The arch truss of the first main truss is of an inverted triangle three-dimensional truss structure, a guy rope mechanism is arranged below the arch truss of the first main truss, the bottom of the upright post of the first main truss is in an inverted quadrangular oblique cone shape, and the bottom of the upright post of the first main truss is connected to a main support;

the arched truss of the second main truss is of a rectangular three-dimensional truss structure, and a supporting truss is arranged below the arched truss; the bottom ends of the upright posts of the second main truss are connected to the two main supports.
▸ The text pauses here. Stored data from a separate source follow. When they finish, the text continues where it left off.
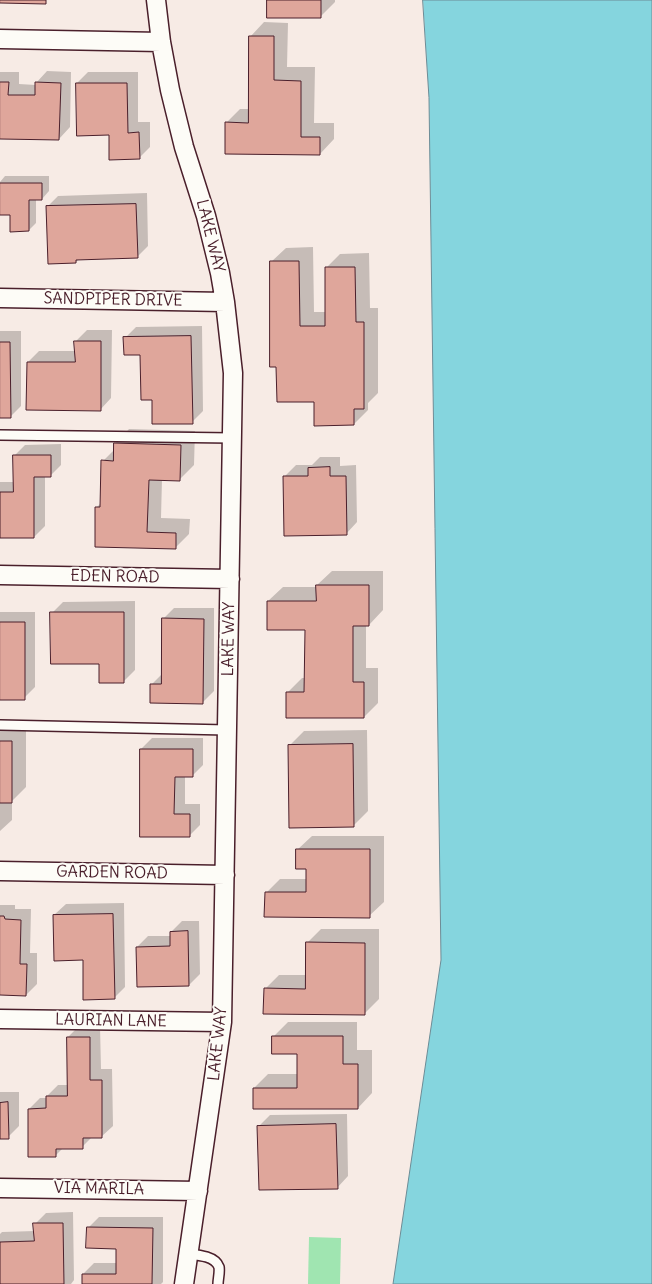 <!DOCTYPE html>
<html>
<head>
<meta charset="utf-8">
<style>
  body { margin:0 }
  canvas { display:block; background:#f7ebe5 }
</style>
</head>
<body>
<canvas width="652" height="1284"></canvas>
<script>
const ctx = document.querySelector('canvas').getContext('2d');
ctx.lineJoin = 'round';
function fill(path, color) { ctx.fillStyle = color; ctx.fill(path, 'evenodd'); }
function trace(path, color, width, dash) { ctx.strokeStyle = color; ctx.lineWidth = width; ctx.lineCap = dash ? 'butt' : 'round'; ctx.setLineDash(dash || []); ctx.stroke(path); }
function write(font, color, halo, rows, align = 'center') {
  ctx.font = font + ' Delius,sans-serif'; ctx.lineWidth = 4; ctx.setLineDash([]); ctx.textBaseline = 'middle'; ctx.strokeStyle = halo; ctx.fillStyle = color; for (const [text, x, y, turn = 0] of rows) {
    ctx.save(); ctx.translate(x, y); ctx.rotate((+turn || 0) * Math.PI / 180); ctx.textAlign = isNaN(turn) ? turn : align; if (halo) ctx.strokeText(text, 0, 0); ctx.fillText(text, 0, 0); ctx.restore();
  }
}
fill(new Path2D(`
  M309 1237 341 1238 340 1284H308Z`), '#a0e5b1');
const water = new Path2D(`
  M423 0H652V1284H393L441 960 429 98Z`);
fill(water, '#85d5de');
trace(water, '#6d8c96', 1);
fill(new Path2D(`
  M268 0H335V2L320 17Z
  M264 22 288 23 287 67H315L314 123H334V139L320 154 226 123 240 109H249L250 37Z
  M47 71 71 72 70 127 59 139 0 138V72H19V84L36 85V83Z
  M88 72H138V122H150V147L139 158 77 83Z
  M5 176H49V191L42 199H36V223L29 230 11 213 0 214V182Z
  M147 193 148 246 137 257 79 259 76 262 47 207 58 196Z
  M313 247 314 312H326V268L340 254 369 253 370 308H378V393L368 403V410L354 424 315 401 271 262 286 248Z
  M202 326 203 411 192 422 153 399 142 354 125 338 136 327Z
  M87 330H112L111 398 100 410 28 362 39 351H76V341Z
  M0 331H21V406L10 417H0Z
  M129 429 195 431 194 465 180 479H162L161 518 190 519 189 534 175 548 97 507 102 502 103 461 115 449V444Z
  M61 444V465L50 476H45V526L34 537H0V482H14V456L25 445Z
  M320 457H340V466L356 465 357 522 346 534 285 476 296 465H312Z
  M332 571H383V610L369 625H366V668H378V703L364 717 287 693 302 678H306V628L268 601 283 587H317V585Z
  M135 601V670L124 681 100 663 52 613 63 602Z
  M174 608H214V691L203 702 151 685 163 673V619Z
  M0 612H35V687L24 698H0Z
  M0 727H26V787L12 801V820L0 831Z
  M367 730 368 811 354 825 290 745 304 731Z
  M152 738H203V765L192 776H185V804H200V825L189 836H141V749Z
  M312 836H384V902L369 916 266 893 280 879H308V867L297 850Z
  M124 903 125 987 114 998 84 959 54 915 66 904Z
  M0 905H15V909H31L30 953H37V984L26 995 0 994Z
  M182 921H199L200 974 189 985 137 947 148 936H171V932Z
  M321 929H379V999L364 1014 265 989 279 975H307V943Z
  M288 1022H357V1050H372V1093L358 1108 254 1088 268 1074H298V1053L273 1037Z
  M79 1026H100L101 1069H112L113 1126 101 1137H92L82 1147H64L55 1156 29 1109 40 1098H47V1096L58 1085H68V1037Z
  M0 1092H19V1126L8 1137 0 1138Z
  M347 1114 348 1176 337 1188 259 1126 270 1115Z
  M73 1212 74 1280 71 1284H0V1234L2 1232 35 1231V1224L46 1213Z
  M99 1217H163V1282L161 1284H83V1274L94 1263H117V1247L88 1228Z`), '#0003');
const building = new Path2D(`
  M0 0H46V4L0 3Z
  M267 0H321V18H267Z
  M249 36H274V80L301 81V137H320V155L225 154V122L248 123Z
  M0 82H9L8 95H35V82L61 83 59 140 0 139Z
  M76 83H127L128 133 139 132 140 159 109 160V135L77 136Z
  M0 183H42V200H29V231L10 232V215H0Z
  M136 204 138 258 76 260V263L48 264 46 206Z
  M270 261H299L300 326H325V267H355L356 322H364V409H354V425L314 426V402H277L276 367H270Z
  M191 336 193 424H152V400H141L140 355H124L123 337Z
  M74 341H101V411L26 410 27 362H75Z
  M0 342H10L11 418H0Z
  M114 443 181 445 180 481 149 480 147 532 176 533V549L95 547V507H100L101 460 113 461Z
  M13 455H51V477H34V538H0V492H13Z
  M330 467V476H346L347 535 284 536 283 476H308V468Z
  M316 585H369V626H353V682H364V718H286V692H304L305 630H267V601H316Z
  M50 612H124V683H99V664H51Z
  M162 618 204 619 203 704 150 703V684H161Z
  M0 622H25V700H0Z
  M0 741H12V803H0Z
  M353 744 354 827 289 828 288 745Z
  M140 749H193V777H175L174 814H190V837H140Z
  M296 849H370V918L264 917 265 892H306V869H296Z
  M113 914 115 999 83 1000V960L54 961 53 915Z
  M0 916H4L5 919 21 920 20 964H27L26 996 0 995Z
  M188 931 189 986 137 987 136 947 170 946V932Z
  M306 942 365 943V1015L263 1014 264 988 305 989Z
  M272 1036H343V1064H358V1109H253V1088H297V1054H272Z
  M67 1037H90V1080H102V1138H83V1149H56V1157H28V1109L46 1108V1096H67Z
  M8 1102 9 1139H0V1103Z
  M336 1124 338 1189 259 1190 257 1126Z
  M33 1223H63L64 1284H0V1242L34 1241Z
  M87 1227 153 1228 152 1284H82V1274H116V1249L86 1248Z`);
fill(building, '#dfa69b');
trace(building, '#4a1f2b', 1);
const lane = new Path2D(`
  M0 435 232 438
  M0 725 227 730
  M188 1254C198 1255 215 1256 219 1267 220 1272 218 1279 218 1284`);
const street = new Path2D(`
  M156 0 161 42 170 90 184 147 206 216 220 273 225 302 233 373 222 1022 184 1284
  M0 39 161 42
  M0 298 225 302
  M0 575 230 579
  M0 871 225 875
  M0 1019 222 1022
  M0 1188 198 1191`);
trace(lane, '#4a1f2b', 12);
trace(street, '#4a1f2b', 21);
trace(lane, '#fdfcf7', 9);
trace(street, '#fdfcf7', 18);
write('16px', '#4a1f2b', '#fdfcf7', [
  ["LAKE WAY",210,236,76],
  ["SANDPIPER DRIVE",113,300,1],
  ["EDEN ROAD",115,577,1],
  ["LAKE WAY",229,639,-89],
  ["GARDEN ROAD",112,873,1],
  ["LAURIAN LANE",111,1021,1],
  ["LAKE WAY",218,1044,-84],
  ["VIA MARILA",99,1189,1]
]);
</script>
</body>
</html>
10. A construction method for installing and forming the greenhouse truss according to claim 8 or 9, the construction method comprising the steps of:

Respectively assembling to form arch legs and a top truss when the vertical face is in a horizontal state; and

Sequentially hoisting each main truss from the two longitudinal ends to the middle position of the greenhouse truss; installing secondary trusses between two adjacent main trusses after hoisting is completed;

wherein, the step of hoisting each main truss comprises the following substeps:

Hoisting the arch springing, wherein the bottom end of the arch springing is connected with a main support; and

And hoisting the top truss, respectively butting two butt-joint frames of the arch springing columns at two ends of the top truss, and welding the top truss with the butt-joint frames.